Considera que Portugal é um país comprometido com o combate ao aquecimento global e com as energias renováveis?
Considero que Portugal está há muito comprometido com ambas as metas, a par com a maior parte dos países, e que, no passado, teve condições que lhe permitiram alcançar uma posição de relevo, no que diz respeito à produção de energia por fontes renováveis. Embora a situação económica atual não favoreça grandes investimentos em iniciativas que possam dar continuidade a essa posição, considero que existem boas perspetivas para o futuro, para que Portugal possa retomar esse caminho na convergência dessas metas.

Quais os projetos para o futuro da Energiekontor em Portugal e no mundo?
A Energiekontor AG está a desenvolver uma estratégia de internacionalização, prevendo-se a incursão em novos mercados durante o decorrer de 2017, nomeadamente EUA e França. Existem diversos projetos em diferentes fases de desenvolvimento, em curso neste momento para Alemanha e Reino Unido, num total de 1.000MW.

Como consegue gerir o tempo entre a Alemanha e Portugal?
O facto de trabalhar em dois países obriga a uma gestão mais otimizada do tempo, a um planeamento de atividades mais antecipado e detalhado, o que, na verdade, resulta numa maior organização do trabalho a desenvolver.

As tecnologias de comunicação resultam num facilitador dessa gestão, embora considere que o contacto pessoal é muito mais eficaz do que qualquer outro, mas a realidade obriga-nos a trade-offs. Outro desafio é conseguir criar um equilíbrio entre a vida profissional e pessoal, o que nem sempre é fácil, obrigando a uma apertada coordenação de agenda.
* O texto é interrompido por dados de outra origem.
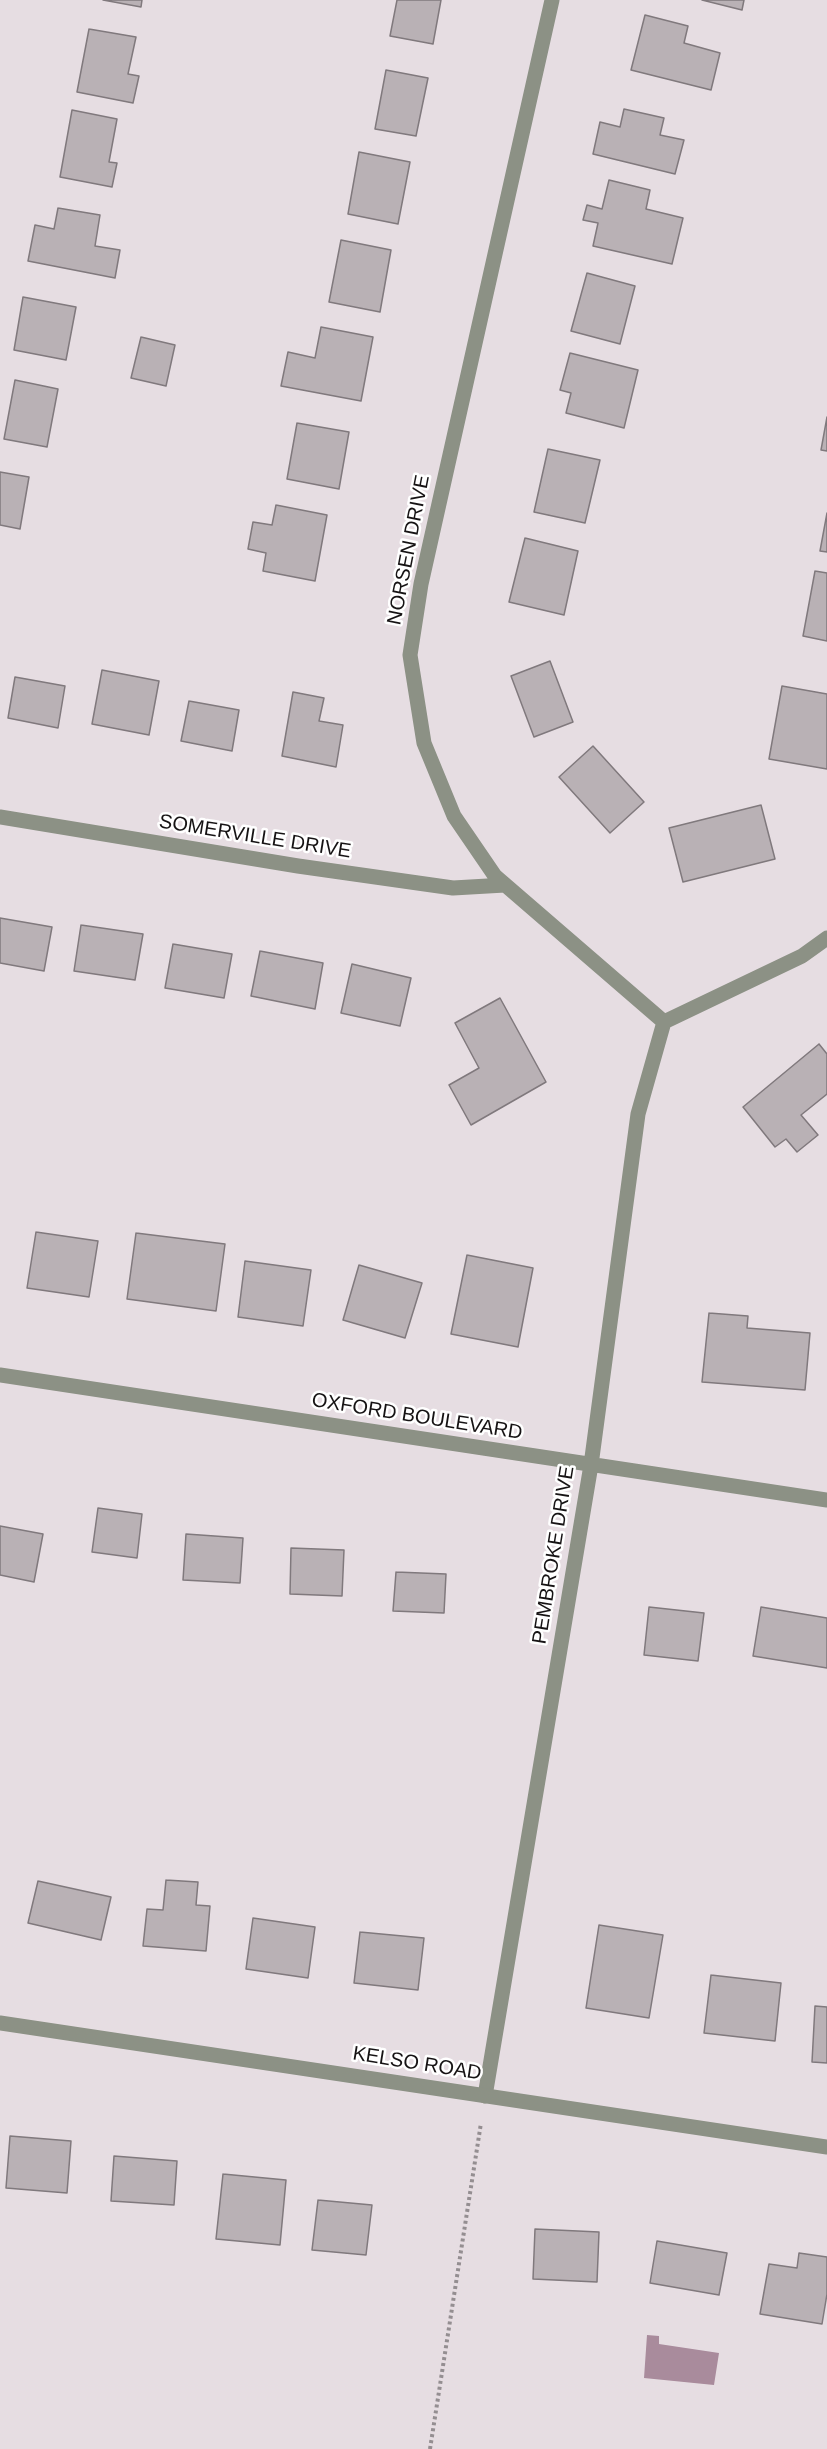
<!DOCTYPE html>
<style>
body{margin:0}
canvas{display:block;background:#e6dde2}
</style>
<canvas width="827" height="2449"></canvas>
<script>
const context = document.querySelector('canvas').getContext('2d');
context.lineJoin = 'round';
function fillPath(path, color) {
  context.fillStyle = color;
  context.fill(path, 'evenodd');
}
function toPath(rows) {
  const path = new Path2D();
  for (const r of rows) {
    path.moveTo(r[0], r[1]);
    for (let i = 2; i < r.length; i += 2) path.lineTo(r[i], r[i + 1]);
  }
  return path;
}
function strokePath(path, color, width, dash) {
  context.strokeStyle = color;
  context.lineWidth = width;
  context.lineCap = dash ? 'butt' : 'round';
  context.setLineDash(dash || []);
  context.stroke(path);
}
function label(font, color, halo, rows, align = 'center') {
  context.font = font + ' Arial,sans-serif';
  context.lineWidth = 5;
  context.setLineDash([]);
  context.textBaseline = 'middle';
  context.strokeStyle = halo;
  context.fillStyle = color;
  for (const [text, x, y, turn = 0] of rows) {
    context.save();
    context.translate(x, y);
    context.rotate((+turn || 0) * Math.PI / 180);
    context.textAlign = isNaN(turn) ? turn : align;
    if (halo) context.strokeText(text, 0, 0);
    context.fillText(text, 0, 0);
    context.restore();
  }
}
const water = toPath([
 [647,2335,659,2336,659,2344,719,2353,714,2385,644,2378]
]);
const building = toPath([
 [103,0,142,0,141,7,103,0],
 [397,0,441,0,433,44,390,36,397,0],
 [702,0,744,0,742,10,702,0],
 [645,15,688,26,684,43,720,53,711,90,631,70,645,15],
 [89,29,136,37,128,74,139,76,133,103,77,92,89,29],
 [386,70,428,78,416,136,375,129,386,70],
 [624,109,664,118,660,135,684,140,675,174,593,154,600,122,620,127,624,109],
 [72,110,117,119,109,162,117,163,112,187,60,177,72,110],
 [359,152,410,162,398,224,348,214,359,152],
 [609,180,650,190,646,209,683,218,672,264,593,246,598,223,583,220,587,205,602,209,609,180],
 [58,208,100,215,95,246,120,250,115,278,28,261,35,225,54,229,58,208],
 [341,240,391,250,380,312,329,302,341,240],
 [587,273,635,286,620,344,571,331,587,273],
 [23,297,76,307,66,360,14,350,23,297],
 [321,327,373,337,361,401,281,386,288,352,315,358,321,327],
 [141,337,175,345,166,386,131,378,141,337],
 [570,353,638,370,624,428,566,413,571,393,560,390,570,353],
 [15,380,58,389,47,447,4,439,15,380],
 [827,417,827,451,821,450,827,417],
 [297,423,349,432,339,489,287,479,297,423],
 [548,449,600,460,585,523,534,512,548,449],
 [0,472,29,477,20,529,0,525,0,472],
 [276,505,327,515,315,581,263,571,266,553,248,549,253,522,272,525,276,505],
 [827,513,827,552,820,551,827,513],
 [525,538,578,551,564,615,509,602,525,538],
 [815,571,827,573,827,641,803,636,815,571],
 [550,661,573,722,534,737,511,676,550,661],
 [102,670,159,681,149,735,92,724,102,670],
 [15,677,65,686,58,728,8,718,15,677],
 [782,686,827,694,827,769,769,759,782,686],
 [293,692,324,698,319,721,343,725,336,767,282,756,293,692],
 [189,701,239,710,232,751,181,741,189,701],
 [593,746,644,802,610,833,559,777,593,746],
 [761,805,775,859,683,882,669,828,761,805],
 [0,918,52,927,44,971,0,963,0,918],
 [81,925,143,934,135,980,74,971,81,925],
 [173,944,232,954,224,998,165,988,173,944],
 [260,951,323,963,315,1009,251,996,260,951],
 [352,964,411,978,400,1026,341,1013,352,964],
 [500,998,546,1082,471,1125,449,1085,479,1068,455,1023,500,998],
 [819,1044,827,1054,827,1094,801,1115,818,1135,797,1152,786,1139,775,1147,743,1107,819,1044],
 [36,1232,98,1241,89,1297,27,1288,36,1232],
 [136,1233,225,1244,216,1311,127,1299,136,1233],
 [467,1255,533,1268,518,1347,451,1334,467,1255],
 [245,1261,311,1270,303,1326,238,1317,245,1261],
 [359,1265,422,1283,405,1338,343,1320,359,1265],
 [709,1313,748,1316,747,1328,810,1333,805,1390,702,1382,709,1313],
 [98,1508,142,1514,137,1558,92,1552,98,1508],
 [0,1526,43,1534,34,1582,0,1575,0,1526],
 [186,1534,243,1538,240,1583,183,1580,186,1534],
 [291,1548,344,1550,342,1596,290,1594,291,1548],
 [396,1572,446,1574,444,1613,393,1611,396,1572],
 [649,1607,704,1613,698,1661,644,1655,649,1607],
 [761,1607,827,1618,827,1668,753,1656,761,1607],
 [166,1880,198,1882,196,1905,210,1906,206,1951,143,1946,147,1909,163,1910,166,1880],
 [38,1881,111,1897,101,1940,28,1923,38,1881],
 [253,1918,315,1927,308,1978,246,1969,253,1918],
 [599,1925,663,1935,649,2018,586,2008,599,1925],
 [360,1932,424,1938,418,1990,354,1983,360,1932],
 [711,1975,781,1983,775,2041,704,2033,711,1975],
 [815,2006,827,2007,827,2063,812,2062,815,2006],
 [10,2136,71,2141,67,2193,6,2188,10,2136],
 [114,2156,177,2161,174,2205,111,2201,114,2156],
 [223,2174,286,2180,280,2245,216,2239,223,2174],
 [318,2200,372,2205,366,2255,312,2250,318,2200],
 [535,2229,599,2232,597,2282,533,2279,535,2229],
 [657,2241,727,2253,719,2295,650,2283,657,2241],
 [799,2253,827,2257,827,2294,822,2324,760,2314,769,2264,797,2268,799,2253]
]);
const path = toPath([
 [430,2449,481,2123]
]);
const minor = toPath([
 [552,0,421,584,410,655,424,743,454,816,495,876,664,1022],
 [0,817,298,866,453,888,505,885],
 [664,1022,802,956,827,938],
 [0,1375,827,1500],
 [485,2096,591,1465,638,1114,664,1022]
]);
const tertiary = toPath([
 [0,2023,827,2147]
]);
const streetNames = [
 ["NORSEN DRIVE",409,550,-79],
 ["SOMERVILLE DRIVE",255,837,9],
 ["OXFORD BOULEVARD",417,1417,9],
 ["PEMBROKE DRIVE",554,1555,-81],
 ["KELSO ROAD",417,2064,9]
];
fillPath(water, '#a98b9c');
fillPath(building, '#b9b1b5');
strokePath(building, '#80797d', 1.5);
strokePath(path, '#948e91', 4, [3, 3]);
strokePath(minor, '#8c9185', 15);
strokePath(tertiary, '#8c9185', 15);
label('20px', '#161314', '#fff', streetNames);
</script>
Sendo portuguesa, o que mais aprendeu com a cultura de uma empresa alemã?
As organizações que operam em vários mercados internacionais, têm que tomar em linha de conta o contexto cultural dos países onde atuam. Considero enriquecedor podermos trabalhar com pessoas de cultura diferente. O planeamento antecipado que permite uma melhor gestão do fluxo de trabalho, e a pontualidade são, sem dúvida, características culturais alemãs que considero serem uma mais-valia para um melhor desempenho.

Respostas rápidas:
O maior risco: 
A não realização dos projetos que temos em pipeline por não conseguirmos ser competitivos devido à conjuntura europeia que é a da baixa das tarifas.
O maior erro:  
Investimentos que não correram tão bem projetos que nem sequer vingaram. Não foram muitos, mas aconteceu.
A melhor ideia: 
Extensão da pá.
A maior lição que a Energiekontor pode ensinar: 
Persistência e apoio/ suporte por parte da direção e administração a tudo o que é inovador.
A maior conquista da Energiekontor
: 800MW construídos em 25 anosmais o sucesso de duas extensões de pá para duas plataformas diferentes.